If an entry includes an image, drop the image and copy the rest verbatim.

Stored data:
○ ○ ○ ○ ○ ○ ○
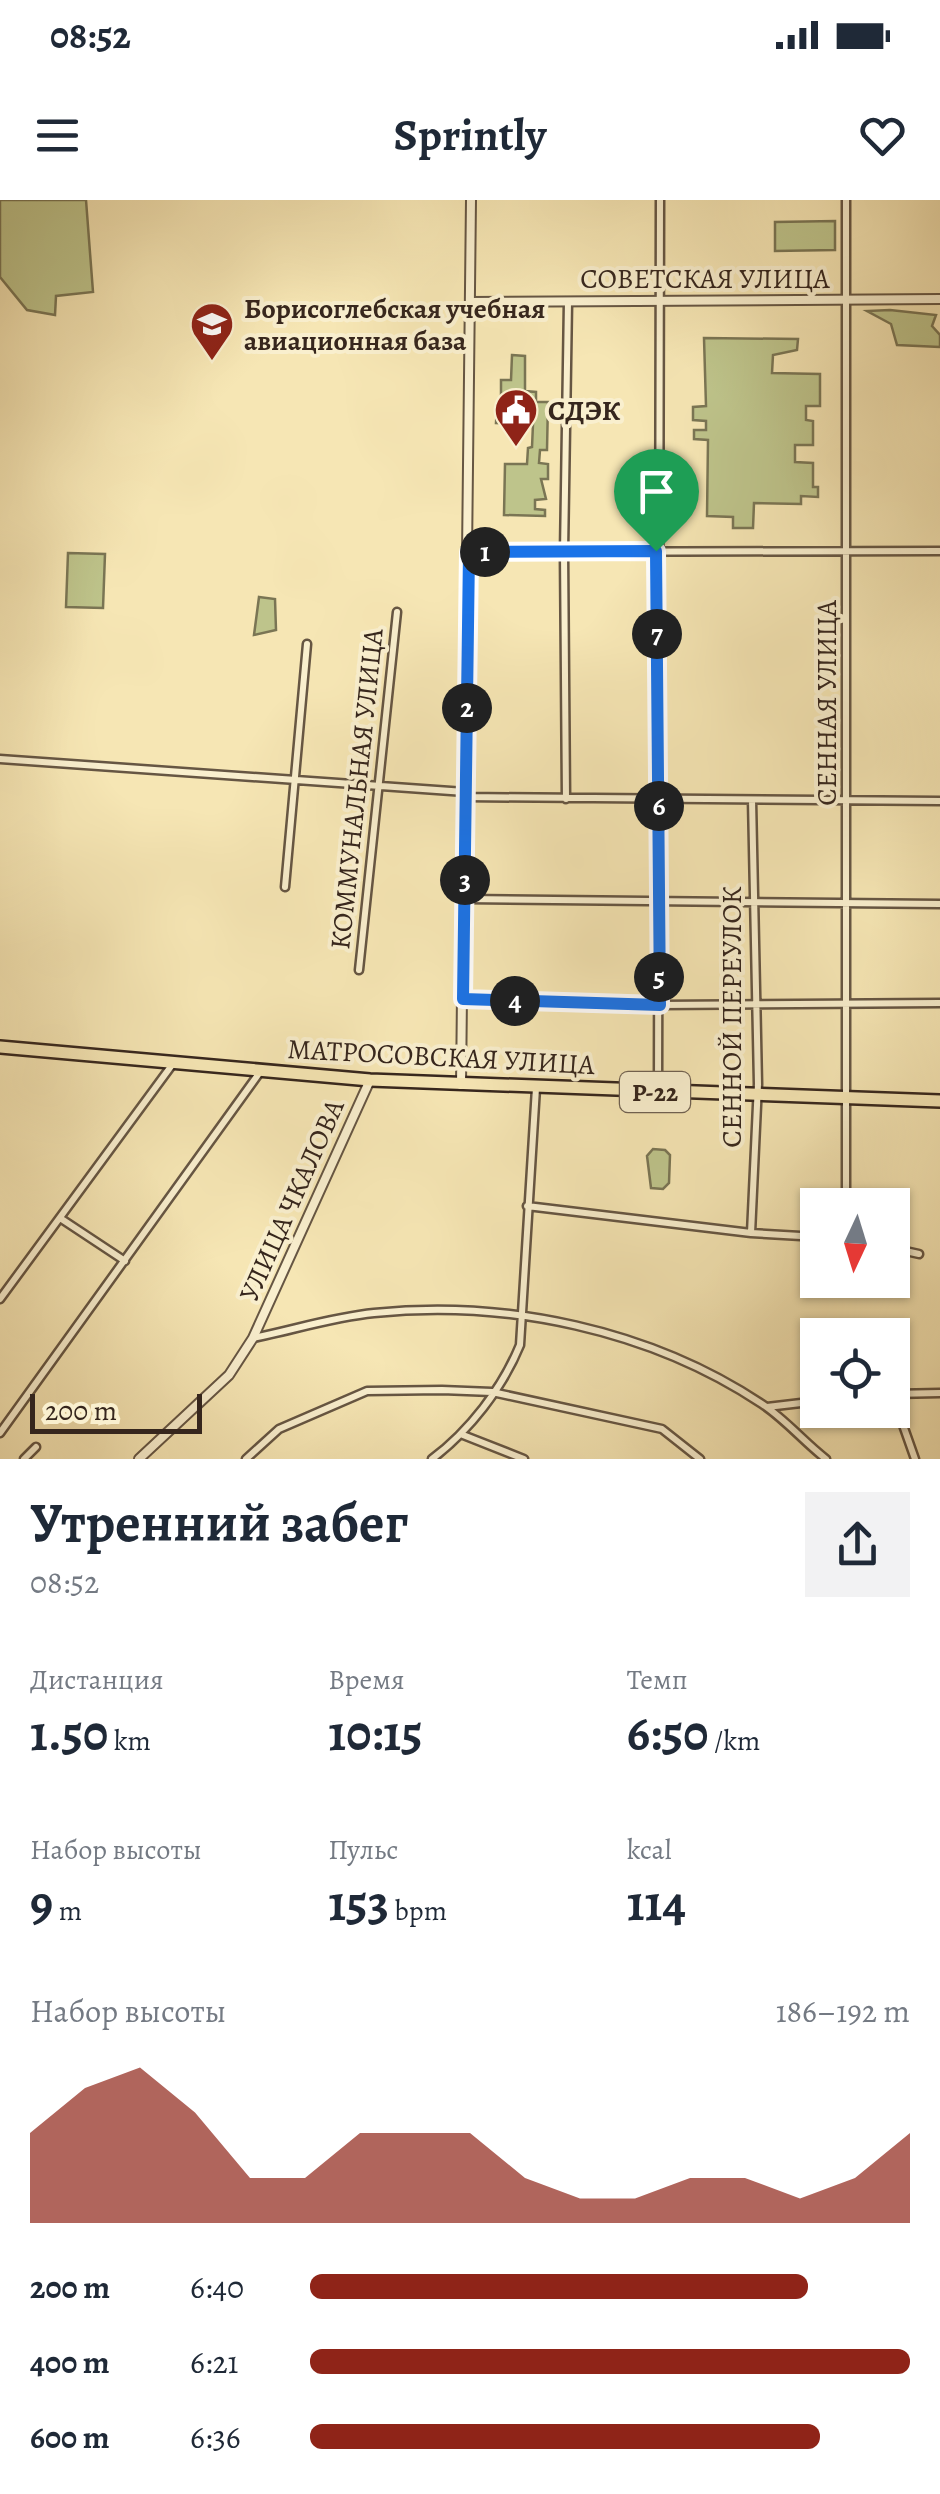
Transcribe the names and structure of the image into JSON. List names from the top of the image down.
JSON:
{
  "streets": {
    "highway": ["МАТРОСОВСКАЯ УЛИЦА", "Р-22"],
    "street": [
      "СОВЕТСКАЯ УЛИЦА",
      "СЕННАЯ УЛИЦА",
      "КОММУНАЛЬНАЯ УЛИЦА",
      "СЕННОЙ ПЕРЕУЛОК",
      "УЛИЦА ЧКАЛОВА"
    ]
  },
  "crossings": [
    ["СОВЕТСКАЯ УЛИЦА", "СЕННАЯ УЛИЦА"],
    ["СЕННАЯ УЛИЦА", "МАТРОСОВСКАЯ УЛИЦА"],
    ["СЕННОЙ ПЕРЕУЛОК", "МАТРОСОВСКАЯ УЛИЦА"],
    ["МАТРОСОВСКАЯ УЛИЦА", "УЛИЦА ЧКАЛОВА"]
  ],
  "places": {
    "school or university": ["Борисоглебская учебная авиационная база"],
    "public building": ["СДЭК"]
  },
  "scale_bar": "200 m",
  "north": "bottom",
  "page": {
    "status": "08:52",
    "header": "Sprintly",
    "pins": [
      "1",
      "7",
      "2",
      "6",
      "3",
      "5",
      "4"
    ],
    "scale": "200 m",
    "heading": ["Утренний забег", "08:52"],
    "stats": [
      ["Дистанция", "1.50 km"],
      ["Время", "10:15"],
      ["Темп", "6:50 /km"],
      ["Набор высоты", "9 m"],
      ["Пульс", "153 bpm"],
      ["kcal", "114"]
    ],
    "chart": ["Набор высоты", "186–192 m"],
    "list": [
      {
        "name": "200 m",
        "note": "6:40"
      },
      {
        "name": "400 m",
        "note": "6:21"
      },
      {
        "name": "600 m",
        "note": "6:36"
      }
    ]
  }
}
○ ○ ○ ○ ○ ○ ○
Solution:
Transcribe the names and structure of the image into JSON. List names from the top of the image down.
JSON:
{
  "streets": {
    "highway": ["МАТРОСОВСКАЯ УЛИЦА", "Р-22"],
    "street": [
      "СОВЕТСКАЯ УЛИЦА",
      "СЕННАЯ УЛИЦА",
      "КОММУНАЛЬНАЯ УЛИЦА",
      "СЕННОЙ ПЕРЕУЛОК",
      "УЛИЦА ЧКАЛОВА"
    ]
  },
  "crossings": [
    ["СОВЕТСКАЯ УЛИЦА", "СЕННАЯ УЛИЦА"],
    ["СЕННАЯ УЛИЦА", "МАТРОСОВСКАЯ УЛИЦА"],
    ["СЕННОЙ ПЕРЕУЛОК", "МАТРОСОВСКАЯ УЛИЦА"],
    ["МАТРОСОВСКАЯ УЛИЦА", "УЛИЦА ЧКАЛОВА"]
  ],
  "places": {
    "school or university": ["Борисоглебская учебная авиационная база"],
    "public building": ["СДЭК"]
  },
  "scale_bar": "200 m",
  "north": "bottom",
  "page": {
    "status": "08:52",
    "header": "Sprintly",
    "pins": [
      "1",
      "7",
      "2",
      "6",
      "3",
      "5",
      "4"
    ],
    "scale": "200 m",
    "heading": ["Утренний забег", "08:52"],
    "stats": [
      ["Дистанция", "1.50 km"],
      ["Время", "10:15"],
      ["Темп", "6:50 /km"],
      ["Набор высоты", "9 m"],
      ["Пульс", "153 bpm"],
      ["kcal", "114"]
    ],
    "chart": ["Набор высоты", "186–192 m"],
    "list": [
      {
        "name": "200 m",
        "note": "6:40"
      },
      {
        "name": "400 m",
        "note": "6:21"
      },
      {
        "name": "600 m",
        "note": "6:36"
      }
    ]
  }
}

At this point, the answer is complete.